Records from a collection:
****
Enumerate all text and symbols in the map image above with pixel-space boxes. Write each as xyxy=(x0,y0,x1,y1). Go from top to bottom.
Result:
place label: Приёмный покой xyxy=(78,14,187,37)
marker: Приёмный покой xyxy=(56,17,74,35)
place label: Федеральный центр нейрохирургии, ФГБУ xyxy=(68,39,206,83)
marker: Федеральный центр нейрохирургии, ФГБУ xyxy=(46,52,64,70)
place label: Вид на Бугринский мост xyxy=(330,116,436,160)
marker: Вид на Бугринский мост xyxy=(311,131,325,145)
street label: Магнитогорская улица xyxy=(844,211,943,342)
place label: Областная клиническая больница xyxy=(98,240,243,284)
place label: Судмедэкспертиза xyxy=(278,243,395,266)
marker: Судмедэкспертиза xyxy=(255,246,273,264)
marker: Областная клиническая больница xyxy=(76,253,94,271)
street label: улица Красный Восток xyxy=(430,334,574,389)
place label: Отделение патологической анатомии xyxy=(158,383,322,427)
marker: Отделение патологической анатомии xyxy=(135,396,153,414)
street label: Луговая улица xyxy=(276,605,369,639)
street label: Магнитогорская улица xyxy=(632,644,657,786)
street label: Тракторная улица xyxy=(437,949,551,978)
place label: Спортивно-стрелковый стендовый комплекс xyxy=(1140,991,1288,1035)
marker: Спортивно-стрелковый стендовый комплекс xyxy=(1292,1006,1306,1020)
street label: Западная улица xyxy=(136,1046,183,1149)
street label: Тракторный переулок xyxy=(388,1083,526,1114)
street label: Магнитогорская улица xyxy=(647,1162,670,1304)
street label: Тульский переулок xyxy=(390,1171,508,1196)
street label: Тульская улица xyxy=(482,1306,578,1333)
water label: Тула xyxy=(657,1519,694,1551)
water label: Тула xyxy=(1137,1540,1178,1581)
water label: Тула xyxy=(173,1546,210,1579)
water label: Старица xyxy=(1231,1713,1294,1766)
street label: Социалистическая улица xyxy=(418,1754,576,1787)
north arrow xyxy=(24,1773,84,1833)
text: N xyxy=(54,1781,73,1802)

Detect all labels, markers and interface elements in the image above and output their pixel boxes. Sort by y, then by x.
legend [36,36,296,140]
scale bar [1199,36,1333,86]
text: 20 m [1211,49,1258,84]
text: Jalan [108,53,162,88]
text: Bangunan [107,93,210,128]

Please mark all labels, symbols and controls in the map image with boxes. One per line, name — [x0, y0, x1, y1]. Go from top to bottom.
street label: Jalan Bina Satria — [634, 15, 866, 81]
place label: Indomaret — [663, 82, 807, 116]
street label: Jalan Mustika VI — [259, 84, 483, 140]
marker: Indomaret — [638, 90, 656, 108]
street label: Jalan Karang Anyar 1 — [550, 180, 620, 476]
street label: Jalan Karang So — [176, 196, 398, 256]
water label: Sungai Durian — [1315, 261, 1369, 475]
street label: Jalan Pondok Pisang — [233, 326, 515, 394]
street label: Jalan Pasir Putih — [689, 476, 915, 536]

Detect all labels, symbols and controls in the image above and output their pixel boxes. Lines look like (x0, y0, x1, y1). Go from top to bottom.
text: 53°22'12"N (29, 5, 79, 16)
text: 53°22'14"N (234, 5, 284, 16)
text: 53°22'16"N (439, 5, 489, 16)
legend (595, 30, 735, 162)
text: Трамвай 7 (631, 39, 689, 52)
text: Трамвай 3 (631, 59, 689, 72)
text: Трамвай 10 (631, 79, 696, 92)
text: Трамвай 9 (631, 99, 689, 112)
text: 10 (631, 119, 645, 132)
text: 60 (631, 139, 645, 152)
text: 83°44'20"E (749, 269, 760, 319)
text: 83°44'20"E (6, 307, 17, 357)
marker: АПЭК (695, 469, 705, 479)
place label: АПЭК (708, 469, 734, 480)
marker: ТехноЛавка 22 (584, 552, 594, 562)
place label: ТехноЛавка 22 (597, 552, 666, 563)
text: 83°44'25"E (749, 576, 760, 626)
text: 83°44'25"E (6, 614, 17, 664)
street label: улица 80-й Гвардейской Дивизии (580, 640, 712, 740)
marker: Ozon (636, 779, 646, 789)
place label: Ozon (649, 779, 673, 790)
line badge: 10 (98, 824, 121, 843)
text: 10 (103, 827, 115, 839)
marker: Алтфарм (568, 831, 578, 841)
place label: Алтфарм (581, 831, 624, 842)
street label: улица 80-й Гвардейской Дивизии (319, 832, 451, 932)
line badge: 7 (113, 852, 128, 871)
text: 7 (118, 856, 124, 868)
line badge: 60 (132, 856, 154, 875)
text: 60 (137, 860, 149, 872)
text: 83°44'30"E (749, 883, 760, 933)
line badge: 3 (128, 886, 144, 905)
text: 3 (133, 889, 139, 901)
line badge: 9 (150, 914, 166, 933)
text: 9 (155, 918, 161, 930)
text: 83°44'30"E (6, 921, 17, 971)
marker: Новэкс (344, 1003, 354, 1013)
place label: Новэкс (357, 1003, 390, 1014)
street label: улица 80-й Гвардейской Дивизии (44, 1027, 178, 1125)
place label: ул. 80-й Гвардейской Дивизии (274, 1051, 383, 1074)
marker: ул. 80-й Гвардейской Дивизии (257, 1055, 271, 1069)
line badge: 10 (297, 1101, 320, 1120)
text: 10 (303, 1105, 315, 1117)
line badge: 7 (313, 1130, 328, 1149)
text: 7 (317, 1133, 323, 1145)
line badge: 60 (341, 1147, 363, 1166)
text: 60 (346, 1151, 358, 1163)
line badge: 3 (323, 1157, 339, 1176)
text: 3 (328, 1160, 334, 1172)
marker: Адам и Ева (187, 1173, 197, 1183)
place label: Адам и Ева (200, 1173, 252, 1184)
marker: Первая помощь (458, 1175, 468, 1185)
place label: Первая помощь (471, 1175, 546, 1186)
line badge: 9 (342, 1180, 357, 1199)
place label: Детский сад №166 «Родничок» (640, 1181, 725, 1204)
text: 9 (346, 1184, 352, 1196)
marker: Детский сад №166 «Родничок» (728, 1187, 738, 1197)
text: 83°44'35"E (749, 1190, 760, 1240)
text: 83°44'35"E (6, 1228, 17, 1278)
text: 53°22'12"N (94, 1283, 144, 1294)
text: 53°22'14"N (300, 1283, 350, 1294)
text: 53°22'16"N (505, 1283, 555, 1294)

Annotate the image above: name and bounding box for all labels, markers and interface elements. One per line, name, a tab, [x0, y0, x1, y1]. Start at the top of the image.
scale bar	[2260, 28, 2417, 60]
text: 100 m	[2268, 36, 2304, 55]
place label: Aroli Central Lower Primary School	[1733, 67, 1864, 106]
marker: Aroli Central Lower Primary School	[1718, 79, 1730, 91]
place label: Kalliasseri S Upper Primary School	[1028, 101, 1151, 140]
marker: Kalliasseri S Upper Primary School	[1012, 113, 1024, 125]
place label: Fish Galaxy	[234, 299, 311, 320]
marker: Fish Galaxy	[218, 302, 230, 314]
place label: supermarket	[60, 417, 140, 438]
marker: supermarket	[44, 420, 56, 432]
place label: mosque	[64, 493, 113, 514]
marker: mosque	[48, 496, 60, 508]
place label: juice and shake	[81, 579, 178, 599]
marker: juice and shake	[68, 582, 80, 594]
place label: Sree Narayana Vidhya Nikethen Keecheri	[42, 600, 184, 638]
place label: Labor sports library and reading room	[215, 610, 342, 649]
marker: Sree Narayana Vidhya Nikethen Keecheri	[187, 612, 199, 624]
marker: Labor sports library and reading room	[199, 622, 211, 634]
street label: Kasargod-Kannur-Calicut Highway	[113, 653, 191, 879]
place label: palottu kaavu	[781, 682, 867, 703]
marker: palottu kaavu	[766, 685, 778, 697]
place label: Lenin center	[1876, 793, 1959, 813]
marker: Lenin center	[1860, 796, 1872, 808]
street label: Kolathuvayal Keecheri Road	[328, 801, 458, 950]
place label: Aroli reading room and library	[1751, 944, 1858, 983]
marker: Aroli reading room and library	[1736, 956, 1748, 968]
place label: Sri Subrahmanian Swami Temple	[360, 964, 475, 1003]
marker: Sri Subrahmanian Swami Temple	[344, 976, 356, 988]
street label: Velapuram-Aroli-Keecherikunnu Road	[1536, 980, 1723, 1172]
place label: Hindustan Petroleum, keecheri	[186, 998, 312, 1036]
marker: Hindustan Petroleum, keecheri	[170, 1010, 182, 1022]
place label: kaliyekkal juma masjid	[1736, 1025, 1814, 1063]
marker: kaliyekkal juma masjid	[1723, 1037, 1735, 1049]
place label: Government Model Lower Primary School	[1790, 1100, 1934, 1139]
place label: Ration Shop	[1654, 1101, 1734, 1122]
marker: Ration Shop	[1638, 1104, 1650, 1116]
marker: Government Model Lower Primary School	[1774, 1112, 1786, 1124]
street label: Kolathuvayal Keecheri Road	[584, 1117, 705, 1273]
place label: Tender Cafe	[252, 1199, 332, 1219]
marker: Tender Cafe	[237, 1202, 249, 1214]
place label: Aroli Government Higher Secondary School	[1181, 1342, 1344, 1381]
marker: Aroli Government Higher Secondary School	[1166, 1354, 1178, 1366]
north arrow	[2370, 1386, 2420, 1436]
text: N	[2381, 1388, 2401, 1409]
****
- _What you need to do_
Wherever the string "Родничок" occurs in the records, copy the line it is in.

- _Response to the task_
place label: Детский сад №166 «Родничок» (640, 1181, 725, 1204)
marker: Детский сад №166 «Родничок» (728, 1187, 738, 1197)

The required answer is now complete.